**Your instructions**
In how many lines of the listing below does the word "Twelvetrees" occur? Say only the number.
*** Material for this task ***
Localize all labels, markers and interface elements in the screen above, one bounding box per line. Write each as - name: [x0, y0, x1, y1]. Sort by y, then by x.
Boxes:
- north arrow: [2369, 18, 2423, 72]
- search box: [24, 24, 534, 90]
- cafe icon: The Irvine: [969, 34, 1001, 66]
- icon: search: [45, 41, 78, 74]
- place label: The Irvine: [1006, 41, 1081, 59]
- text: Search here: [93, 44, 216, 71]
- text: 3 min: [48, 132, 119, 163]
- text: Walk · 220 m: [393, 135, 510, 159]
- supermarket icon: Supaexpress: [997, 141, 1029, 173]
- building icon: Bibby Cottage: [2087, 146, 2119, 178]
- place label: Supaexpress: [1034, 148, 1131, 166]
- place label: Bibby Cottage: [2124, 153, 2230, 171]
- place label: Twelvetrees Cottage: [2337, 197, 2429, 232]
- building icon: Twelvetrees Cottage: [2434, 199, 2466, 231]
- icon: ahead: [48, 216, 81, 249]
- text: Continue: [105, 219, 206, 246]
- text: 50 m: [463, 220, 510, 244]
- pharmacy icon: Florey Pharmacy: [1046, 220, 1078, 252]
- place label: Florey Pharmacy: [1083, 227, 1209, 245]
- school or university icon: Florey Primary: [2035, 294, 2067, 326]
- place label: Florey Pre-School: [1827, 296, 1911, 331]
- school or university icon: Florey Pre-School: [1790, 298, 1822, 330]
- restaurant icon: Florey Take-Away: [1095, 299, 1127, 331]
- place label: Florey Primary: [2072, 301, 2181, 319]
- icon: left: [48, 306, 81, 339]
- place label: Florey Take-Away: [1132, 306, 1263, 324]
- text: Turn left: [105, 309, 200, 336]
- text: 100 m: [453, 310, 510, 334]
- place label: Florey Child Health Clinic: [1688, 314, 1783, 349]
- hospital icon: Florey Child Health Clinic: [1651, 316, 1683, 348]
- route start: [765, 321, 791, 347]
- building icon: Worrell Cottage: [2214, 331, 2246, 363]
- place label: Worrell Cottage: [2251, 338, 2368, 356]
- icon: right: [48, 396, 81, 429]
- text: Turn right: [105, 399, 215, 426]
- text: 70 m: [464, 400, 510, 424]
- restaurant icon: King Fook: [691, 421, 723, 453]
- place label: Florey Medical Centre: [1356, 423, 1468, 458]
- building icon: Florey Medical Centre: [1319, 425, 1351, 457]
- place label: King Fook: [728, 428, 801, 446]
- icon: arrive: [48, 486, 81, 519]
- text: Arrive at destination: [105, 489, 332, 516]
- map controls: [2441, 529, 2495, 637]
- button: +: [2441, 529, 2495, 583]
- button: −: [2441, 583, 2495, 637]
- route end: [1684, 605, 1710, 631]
***
**Output of the task**
2